Data listing:

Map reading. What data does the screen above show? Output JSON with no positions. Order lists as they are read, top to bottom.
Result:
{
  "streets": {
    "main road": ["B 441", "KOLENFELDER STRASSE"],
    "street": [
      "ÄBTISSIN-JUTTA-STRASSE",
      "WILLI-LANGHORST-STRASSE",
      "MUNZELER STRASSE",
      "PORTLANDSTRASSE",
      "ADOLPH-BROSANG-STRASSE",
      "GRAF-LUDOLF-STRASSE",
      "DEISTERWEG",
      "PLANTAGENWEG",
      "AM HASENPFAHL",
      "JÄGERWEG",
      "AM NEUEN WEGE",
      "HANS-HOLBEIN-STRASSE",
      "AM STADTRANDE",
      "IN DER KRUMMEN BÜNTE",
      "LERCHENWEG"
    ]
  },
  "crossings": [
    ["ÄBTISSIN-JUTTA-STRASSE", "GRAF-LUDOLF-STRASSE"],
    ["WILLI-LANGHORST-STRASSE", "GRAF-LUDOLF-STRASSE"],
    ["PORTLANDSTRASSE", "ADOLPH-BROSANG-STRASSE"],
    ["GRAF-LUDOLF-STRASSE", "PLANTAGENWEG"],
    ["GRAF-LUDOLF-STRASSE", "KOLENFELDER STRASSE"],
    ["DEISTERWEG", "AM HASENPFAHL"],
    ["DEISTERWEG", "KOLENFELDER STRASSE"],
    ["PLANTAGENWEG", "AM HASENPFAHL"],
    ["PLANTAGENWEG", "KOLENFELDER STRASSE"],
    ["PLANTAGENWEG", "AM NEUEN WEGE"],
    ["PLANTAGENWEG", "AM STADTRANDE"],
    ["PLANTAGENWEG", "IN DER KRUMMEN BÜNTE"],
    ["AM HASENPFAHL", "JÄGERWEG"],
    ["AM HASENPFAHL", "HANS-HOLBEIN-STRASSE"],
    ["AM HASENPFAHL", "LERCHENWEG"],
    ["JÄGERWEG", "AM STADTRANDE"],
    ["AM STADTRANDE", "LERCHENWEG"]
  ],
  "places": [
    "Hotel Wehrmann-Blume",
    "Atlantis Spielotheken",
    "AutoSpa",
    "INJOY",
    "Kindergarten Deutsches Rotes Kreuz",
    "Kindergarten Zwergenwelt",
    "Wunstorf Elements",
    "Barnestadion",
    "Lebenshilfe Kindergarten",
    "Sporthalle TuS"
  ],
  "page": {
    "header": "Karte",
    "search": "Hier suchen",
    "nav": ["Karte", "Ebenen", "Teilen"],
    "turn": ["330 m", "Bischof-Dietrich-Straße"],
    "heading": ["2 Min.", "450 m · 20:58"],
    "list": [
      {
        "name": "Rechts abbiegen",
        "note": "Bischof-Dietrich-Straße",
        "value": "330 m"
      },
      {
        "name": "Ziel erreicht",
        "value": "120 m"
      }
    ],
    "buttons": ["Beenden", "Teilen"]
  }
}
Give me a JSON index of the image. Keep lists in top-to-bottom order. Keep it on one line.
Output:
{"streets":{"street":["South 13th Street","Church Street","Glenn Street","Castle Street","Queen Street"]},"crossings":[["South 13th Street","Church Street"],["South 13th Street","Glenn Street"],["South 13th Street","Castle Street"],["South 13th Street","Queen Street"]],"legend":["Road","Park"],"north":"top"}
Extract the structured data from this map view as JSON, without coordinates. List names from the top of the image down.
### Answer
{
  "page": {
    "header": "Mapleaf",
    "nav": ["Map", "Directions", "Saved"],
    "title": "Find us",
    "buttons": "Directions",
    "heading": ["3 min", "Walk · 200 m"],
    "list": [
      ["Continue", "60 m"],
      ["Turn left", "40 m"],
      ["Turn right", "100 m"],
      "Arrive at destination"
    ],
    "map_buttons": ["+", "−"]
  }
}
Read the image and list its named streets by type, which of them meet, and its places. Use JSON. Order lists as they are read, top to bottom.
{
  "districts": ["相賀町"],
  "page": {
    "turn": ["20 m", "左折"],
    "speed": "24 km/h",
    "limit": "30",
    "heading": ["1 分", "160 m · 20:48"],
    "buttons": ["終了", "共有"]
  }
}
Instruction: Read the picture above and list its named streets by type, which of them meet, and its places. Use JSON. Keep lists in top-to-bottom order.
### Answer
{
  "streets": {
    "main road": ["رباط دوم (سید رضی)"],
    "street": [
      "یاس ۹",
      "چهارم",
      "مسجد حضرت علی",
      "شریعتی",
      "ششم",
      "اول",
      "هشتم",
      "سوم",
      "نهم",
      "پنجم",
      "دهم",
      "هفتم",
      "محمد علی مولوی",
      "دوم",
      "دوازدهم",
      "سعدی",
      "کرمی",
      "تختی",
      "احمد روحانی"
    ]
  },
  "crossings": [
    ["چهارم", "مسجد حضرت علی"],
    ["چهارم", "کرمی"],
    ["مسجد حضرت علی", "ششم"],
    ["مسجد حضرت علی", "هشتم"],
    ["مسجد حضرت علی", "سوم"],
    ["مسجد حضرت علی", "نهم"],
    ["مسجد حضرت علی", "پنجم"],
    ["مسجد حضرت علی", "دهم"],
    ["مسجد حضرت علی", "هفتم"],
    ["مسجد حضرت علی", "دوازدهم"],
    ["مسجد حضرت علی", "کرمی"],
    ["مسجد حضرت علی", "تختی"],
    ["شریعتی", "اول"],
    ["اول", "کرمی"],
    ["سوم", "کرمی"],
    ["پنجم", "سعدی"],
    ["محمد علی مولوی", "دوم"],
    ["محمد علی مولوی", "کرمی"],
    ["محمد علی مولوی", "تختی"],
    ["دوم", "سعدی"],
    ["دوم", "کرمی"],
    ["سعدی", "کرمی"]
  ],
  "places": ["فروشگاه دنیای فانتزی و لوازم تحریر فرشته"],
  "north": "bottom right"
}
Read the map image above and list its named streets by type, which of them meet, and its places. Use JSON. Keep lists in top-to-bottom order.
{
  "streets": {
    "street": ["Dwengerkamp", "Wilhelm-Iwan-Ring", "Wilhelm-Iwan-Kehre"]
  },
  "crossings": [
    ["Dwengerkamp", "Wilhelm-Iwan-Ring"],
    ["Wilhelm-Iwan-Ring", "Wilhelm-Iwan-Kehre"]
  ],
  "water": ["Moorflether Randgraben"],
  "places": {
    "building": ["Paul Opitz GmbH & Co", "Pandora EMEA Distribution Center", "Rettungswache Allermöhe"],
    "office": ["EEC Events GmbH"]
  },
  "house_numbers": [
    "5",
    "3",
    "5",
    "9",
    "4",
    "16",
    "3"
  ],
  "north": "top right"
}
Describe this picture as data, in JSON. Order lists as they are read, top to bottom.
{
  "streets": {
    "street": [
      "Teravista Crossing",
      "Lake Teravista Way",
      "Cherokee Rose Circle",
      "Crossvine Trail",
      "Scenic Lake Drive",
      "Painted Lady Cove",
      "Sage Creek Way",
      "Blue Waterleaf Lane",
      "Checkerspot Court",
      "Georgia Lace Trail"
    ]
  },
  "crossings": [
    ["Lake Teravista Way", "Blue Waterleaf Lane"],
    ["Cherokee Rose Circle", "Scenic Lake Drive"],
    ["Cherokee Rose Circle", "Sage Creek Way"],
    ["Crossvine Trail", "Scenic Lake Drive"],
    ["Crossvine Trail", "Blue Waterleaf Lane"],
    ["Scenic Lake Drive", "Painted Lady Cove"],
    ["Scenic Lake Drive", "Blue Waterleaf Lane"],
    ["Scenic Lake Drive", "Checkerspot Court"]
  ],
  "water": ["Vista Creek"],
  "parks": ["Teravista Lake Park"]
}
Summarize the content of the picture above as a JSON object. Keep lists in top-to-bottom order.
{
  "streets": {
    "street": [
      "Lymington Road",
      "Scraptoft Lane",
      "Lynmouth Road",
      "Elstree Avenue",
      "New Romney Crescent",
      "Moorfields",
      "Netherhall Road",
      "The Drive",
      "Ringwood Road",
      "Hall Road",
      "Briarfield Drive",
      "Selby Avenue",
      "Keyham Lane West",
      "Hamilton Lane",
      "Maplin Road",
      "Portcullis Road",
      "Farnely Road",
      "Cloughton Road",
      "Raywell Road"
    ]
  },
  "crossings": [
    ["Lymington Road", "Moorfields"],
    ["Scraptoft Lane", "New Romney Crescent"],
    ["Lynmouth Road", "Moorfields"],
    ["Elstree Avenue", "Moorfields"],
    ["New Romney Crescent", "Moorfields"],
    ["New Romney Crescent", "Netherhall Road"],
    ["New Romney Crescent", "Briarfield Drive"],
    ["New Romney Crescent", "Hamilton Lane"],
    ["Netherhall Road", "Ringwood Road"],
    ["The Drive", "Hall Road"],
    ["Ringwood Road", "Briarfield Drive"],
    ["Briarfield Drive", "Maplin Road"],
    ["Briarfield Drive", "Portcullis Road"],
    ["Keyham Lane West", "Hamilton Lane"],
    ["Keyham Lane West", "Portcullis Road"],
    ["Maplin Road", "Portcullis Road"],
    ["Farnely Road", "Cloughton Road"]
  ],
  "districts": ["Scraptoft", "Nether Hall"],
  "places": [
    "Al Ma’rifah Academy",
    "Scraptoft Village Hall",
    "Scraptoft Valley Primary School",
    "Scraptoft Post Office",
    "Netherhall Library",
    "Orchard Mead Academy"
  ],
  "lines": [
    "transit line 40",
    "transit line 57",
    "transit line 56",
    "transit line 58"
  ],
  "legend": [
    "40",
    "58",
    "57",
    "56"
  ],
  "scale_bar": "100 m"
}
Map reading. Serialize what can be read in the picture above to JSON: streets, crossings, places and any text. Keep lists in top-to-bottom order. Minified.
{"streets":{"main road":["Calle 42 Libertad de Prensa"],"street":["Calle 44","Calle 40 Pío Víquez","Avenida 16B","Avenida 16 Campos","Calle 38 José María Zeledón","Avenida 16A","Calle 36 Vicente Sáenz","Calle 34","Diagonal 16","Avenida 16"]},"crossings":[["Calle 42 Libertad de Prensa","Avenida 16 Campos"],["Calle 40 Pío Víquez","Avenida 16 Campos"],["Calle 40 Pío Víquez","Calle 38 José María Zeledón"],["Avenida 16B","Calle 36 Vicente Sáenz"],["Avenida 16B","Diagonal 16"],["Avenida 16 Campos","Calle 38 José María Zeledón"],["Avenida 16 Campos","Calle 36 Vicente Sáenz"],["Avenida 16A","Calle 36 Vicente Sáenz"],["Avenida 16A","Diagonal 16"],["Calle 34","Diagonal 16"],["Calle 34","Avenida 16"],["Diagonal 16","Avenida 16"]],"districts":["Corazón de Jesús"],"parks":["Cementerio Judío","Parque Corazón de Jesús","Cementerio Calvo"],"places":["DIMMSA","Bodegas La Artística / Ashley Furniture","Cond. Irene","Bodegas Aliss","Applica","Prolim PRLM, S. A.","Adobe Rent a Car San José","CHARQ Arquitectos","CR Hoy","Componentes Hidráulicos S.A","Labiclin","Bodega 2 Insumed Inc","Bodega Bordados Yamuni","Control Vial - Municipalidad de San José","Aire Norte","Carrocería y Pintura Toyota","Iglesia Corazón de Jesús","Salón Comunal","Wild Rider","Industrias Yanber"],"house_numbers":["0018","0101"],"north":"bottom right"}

Goal of the exercise:
In the listing above, find the line containing "Give me a JSON" and the line containing "Extract the structured", then quote both, plus every line between them, exactly as written.

Answer area:
Give me a JSON index of the image. Keep lists in top-to-bottom order. Keep it on one line.
Output:
{"streets":{"street":["South 13th Street","Church Street","Glenn Street","Castle Street","Queen Street"]},"crossings":[["South 13th Street","Church Street"],["South 13th Street","Glenn Street"],["South 13th Street","Castle Street"],["South 13th Street","Queen Street"]],"legend":["Road","Park"],"north":"top"}
Extract the structured data from this map view as JSON, without coordinates. List names from the top of the image down.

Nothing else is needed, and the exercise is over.